Mastery of a foreign language gives you a boost over other job applicants. When dining with your host, it also helps you avoid the tête de veau and maguro no medama.
Become good at two things. There are plenty of finance majors and music majors, but not so many emerge from college with substantial knowledge of finance AND music. Sometimes, that helps.
Professors, counselors and other experts will often discourage you from exploring careers where you would do well and encourage you to enter careers where you would not. Seek a second opinion. And a third.
Keep your eyes on technology. Several times in your career, high-tech innovations will make your job obsolete. If you can clamber onto the beach before the wave hits you, bully for you.
Always be thinking about how to reinvent yourself.
People passionately seeking a career have a natural advantage over those grudgingly seeking a job.

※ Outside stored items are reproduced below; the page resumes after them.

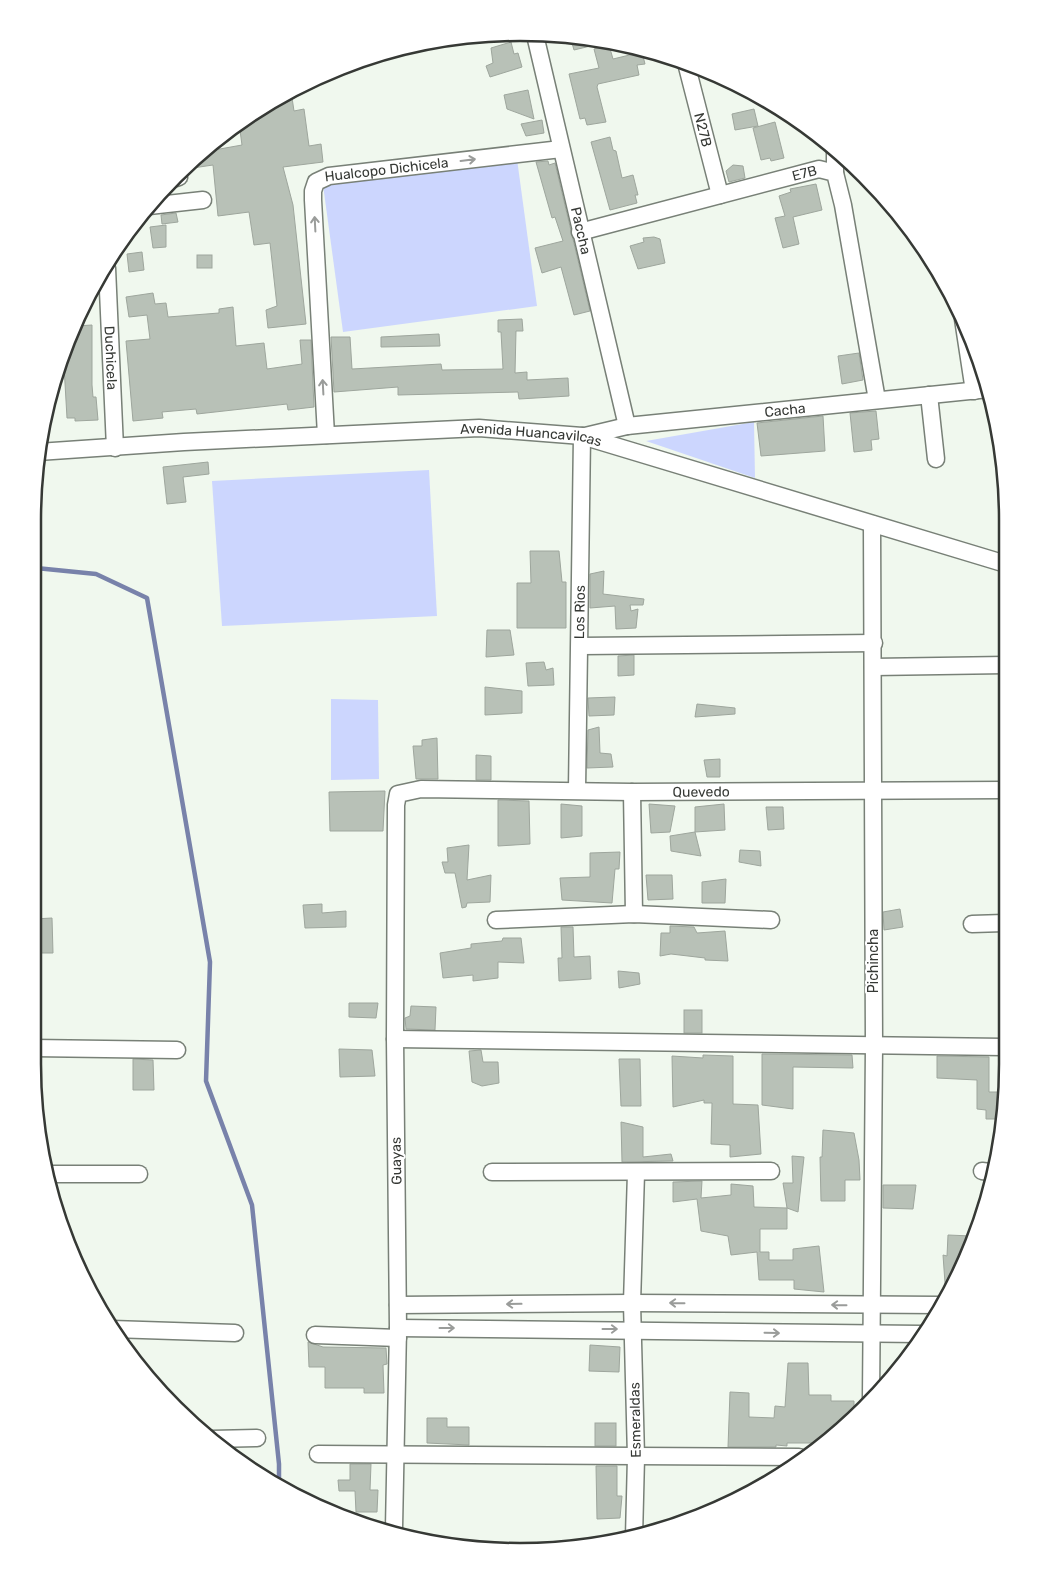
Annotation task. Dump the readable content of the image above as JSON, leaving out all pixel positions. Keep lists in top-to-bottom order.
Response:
{
  "streets": {
    "street": [
      "N27B",
      "Hualcopo Dichicela",
      "E7B",
      "Paccha",
      "Duchicela",
      "Cacha",
      "Avenida Huancavilcas",
      "Los Rìos",
      "Quevedo",
      "Pichincha",
      "Guayas",
      "Esmeraldas"
    ]
  },
  "crossings": [
    ["N27B", "E7B"],
    ["Hualcopo Dichicela", "Paccha"],
    ["Hualcopo Dichicela", "Avenida Huancavilcas"],
    ["E7B", "Paccha"],
    ["E7B", "Cacha"],
    ["Paccha", "Cacha"],
    ["Duchicela", "Avenida Huancavilcas"],
    ["Cacha", "Avenida Huancavilcas"],
    ["Cacha", "Los Rìos"],
    ["Avenida Huancavilcas", "Los Rìos"],
    ["Avenida Huancavilcas", "Pichincha"],
    ["Los Rìos", "Quevedo"],
    ["Quevedo", "Pichincha"],
    ["Quevedo", "Guayas"]
  ]
}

It is often the case that once an organization becomes large enough to require a human resources department, individual creativity begins to die.
Save money early and invest it carefully. The ability to walk away from a bad job is a power far greater than anything found in the Marvel Cinematic Universe.
Sometimes, the only way to avoid working for a jackass is to work for yourself. And even then, it may be iffy.
If your mom, uncle or neighbor can pull strings to get you a job, let them pull. People care about how you got your job for around a month. After that, they care about how you do the job.
Political campaigns and congressional offices are chock full of volunteers. Think twice about making a profession of something that other people are willing to do for free.
Your job is important. But if it’s the most important thing in your life, you might want to rethink priorities.
Someone once tried to persuade my father to buy a garbage-hauling business. He didn’t do it because the very idea seemed gross. That said, he told me, it would have been a really lucrative business. Think about doing a job no one really wants to do.
Make sure you consider the process as well as the product. While you may gaze with pride upon the gleaming skyscraper that you helped design, the fact remains that your job on the project might have involved nothing more than finding locations for the toilets and other plumbing fixtures on all 72 stories of the building.
I knew a place where one of the most coveted perquisites was a plastic card allowing you to park beneath the building. Employees had to wait 17 years to get such a card; many could tell you exactly how many years and months they had to go before getting their card. If such a perk is high on your list of desires, then my other words of advice may mystify you.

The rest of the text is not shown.